-------- Provided records --------

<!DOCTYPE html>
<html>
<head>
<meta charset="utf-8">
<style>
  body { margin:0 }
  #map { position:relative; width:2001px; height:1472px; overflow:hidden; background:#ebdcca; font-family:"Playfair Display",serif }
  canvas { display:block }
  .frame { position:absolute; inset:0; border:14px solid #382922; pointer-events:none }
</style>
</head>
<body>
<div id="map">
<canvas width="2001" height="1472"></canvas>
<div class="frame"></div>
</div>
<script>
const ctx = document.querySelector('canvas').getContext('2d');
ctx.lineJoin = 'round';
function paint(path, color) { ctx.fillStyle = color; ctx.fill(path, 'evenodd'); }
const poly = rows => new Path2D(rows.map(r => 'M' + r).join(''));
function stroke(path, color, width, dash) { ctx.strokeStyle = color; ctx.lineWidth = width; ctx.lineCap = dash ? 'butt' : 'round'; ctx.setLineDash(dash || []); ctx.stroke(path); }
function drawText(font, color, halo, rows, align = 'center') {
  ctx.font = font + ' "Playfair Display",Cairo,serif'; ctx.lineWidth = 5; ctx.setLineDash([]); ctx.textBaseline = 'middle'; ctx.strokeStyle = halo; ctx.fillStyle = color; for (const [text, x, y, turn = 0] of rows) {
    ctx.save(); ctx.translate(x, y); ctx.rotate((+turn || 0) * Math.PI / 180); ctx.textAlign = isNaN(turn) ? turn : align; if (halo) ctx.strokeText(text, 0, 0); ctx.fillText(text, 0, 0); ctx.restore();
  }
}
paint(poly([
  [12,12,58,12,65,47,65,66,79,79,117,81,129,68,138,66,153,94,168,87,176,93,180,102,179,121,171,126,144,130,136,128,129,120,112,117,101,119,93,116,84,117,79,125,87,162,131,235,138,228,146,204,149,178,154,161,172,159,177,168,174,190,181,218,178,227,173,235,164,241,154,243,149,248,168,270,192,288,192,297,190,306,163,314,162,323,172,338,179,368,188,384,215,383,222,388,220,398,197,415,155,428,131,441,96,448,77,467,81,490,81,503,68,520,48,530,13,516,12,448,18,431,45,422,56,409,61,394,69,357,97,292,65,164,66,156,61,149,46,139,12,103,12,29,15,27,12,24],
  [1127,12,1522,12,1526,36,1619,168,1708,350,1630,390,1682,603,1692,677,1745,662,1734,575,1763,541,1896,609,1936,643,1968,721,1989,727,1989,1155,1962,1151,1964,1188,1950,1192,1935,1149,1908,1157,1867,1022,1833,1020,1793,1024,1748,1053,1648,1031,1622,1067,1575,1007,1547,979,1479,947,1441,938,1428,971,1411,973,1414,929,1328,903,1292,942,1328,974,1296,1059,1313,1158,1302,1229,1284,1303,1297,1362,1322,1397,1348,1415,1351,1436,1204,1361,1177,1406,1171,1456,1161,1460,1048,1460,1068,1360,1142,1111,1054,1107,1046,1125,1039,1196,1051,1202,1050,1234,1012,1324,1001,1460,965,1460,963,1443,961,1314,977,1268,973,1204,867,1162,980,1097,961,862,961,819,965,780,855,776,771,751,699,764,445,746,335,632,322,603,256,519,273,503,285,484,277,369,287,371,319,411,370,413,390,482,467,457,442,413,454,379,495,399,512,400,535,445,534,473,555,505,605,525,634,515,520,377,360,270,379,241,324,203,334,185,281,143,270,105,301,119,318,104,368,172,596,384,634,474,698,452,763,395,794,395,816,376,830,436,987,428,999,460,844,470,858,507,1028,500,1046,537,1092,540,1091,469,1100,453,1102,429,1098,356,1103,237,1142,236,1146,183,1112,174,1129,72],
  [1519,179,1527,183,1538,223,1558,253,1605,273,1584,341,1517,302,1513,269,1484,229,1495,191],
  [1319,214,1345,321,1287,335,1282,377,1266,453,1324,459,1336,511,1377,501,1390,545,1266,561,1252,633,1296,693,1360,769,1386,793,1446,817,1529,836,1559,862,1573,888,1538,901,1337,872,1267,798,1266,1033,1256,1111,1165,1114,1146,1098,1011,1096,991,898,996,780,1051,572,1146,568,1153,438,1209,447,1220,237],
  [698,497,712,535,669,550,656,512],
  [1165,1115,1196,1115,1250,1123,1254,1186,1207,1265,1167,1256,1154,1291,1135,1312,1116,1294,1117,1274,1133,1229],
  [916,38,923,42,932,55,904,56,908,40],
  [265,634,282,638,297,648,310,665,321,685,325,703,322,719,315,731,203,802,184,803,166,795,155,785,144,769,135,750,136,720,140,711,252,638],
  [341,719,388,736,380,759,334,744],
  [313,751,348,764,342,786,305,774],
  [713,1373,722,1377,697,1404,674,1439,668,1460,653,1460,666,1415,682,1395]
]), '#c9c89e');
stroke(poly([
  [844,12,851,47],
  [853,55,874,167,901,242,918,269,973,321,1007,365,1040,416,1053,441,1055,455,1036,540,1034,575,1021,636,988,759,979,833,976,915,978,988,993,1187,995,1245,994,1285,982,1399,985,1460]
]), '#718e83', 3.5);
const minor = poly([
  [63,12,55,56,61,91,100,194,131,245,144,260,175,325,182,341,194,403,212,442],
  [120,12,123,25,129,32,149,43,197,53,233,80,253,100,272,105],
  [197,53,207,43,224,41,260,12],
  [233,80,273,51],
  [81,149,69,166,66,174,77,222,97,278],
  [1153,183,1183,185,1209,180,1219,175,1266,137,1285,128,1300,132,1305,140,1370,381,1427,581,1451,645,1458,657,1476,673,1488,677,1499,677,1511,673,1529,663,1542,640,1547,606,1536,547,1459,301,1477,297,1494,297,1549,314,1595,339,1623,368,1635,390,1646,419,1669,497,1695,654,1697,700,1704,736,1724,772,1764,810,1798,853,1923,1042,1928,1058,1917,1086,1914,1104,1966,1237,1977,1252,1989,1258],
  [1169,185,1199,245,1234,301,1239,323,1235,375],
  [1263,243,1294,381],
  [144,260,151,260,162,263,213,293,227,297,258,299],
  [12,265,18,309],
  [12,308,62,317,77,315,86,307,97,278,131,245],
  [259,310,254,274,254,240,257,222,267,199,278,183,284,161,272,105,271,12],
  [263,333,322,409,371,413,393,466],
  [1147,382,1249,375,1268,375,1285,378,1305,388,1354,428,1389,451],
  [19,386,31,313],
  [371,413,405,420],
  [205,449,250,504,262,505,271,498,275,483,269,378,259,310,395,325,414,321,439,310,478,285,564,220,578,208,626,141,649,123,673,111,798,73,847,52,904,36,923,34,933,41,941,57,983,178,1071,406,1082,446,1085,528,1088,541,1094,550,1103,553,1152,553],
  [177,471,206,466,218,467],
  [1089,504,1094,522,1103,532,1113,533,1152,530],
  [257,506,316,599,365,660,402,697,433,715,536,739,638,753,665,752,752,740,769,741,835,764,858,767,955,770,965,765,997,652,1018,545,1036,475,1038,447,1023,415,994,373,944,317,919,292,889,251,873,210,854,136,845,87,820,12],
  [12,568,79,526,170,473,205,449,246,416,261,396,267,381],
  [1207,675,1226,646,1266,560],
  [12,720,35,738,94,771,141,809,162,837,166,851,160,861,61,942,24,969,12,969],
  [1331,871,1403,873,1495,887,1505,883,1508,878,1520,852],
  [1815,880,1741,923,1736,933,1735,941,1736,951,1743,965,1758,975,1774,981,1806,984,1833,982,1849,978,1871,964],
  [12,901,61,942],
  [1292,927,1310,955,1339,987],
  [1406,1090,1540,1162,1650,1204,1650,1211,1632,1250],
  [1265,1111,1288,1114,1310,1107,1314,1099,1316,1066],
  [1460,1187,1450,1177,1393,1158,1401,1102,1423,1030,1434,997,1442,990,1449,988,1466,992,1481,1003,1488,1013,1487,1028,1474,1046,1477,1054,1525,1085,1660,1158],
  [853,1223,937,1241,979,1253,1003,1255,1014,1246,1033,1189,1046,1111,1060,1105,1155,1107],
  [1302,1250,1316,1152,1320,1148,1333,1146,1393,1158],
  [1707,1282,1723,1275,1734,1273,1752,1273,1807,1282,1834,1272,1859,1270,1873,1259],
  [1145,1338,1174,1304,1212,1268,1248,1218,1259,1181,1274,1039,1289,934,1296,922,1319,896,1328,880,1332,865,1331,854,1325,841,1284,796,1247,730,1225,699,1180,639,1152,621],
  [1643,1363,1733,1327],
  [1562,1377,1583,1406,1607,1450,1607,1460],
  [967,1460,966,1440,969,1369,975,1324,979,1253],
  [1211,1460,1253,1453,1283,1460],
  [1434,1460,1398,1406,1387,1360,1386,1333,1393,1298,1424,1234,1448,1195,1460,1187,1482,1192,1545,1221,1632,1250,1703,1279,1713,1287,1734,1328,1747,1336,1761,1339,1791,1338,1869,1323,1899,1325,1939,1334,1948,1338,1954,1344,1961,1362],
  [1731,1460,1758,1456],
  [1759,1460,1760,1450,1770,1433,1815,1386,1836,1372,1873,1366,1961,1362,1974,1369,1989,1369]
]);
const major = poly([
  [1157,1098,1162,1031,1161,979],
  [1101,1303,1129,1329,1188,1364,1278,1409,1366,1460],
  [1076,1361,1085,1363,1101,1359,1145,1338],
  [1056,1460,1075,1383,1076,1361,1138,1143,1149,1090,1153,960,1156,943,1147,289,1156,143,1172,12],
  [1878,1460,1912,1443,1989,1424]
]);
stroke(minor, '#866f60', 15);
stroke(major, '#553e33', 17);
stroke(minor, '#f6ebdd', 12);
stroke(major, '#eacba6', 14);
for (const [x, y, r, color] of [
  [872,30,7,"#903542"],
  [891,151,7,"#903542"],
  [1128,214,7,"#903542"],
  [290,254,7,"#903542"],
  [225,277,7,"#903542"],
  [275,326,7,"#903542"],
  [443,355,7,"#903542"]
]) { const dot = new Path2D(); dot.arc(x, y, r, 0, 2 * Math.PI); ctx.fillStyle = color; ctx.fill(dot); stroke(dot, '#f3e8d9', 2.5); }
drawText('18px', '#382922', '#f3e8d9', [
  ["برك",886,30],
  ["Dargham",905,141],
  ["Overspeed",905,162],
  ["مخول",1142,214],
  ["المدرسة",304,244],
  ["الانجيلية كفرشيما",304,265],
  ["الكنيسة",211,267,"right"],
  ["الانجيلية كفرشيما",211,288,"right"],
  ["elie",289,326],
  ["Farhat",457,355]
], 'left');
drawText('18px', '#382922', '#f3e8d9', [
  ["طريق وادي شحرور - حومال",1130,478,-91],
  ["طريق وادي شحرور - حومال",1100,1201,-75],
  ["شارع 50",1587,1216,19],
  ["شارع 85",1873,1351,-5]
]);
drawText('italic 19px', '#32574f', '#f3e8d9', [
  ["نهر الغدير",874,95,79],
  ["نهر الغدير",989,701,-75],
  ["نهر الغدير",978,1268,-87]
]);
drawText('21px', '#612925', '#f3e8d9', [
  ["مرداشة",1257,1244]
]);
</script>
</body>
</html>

--------

▶ **Task**
With "وادي" as the search string, filter the records and return each line that has it.

▶ **Task response**
  ["طريق وادي شحرور - حومال",1130,478,-91],
  ["طريق وادي شحرور - حومال",1100,1201,-75],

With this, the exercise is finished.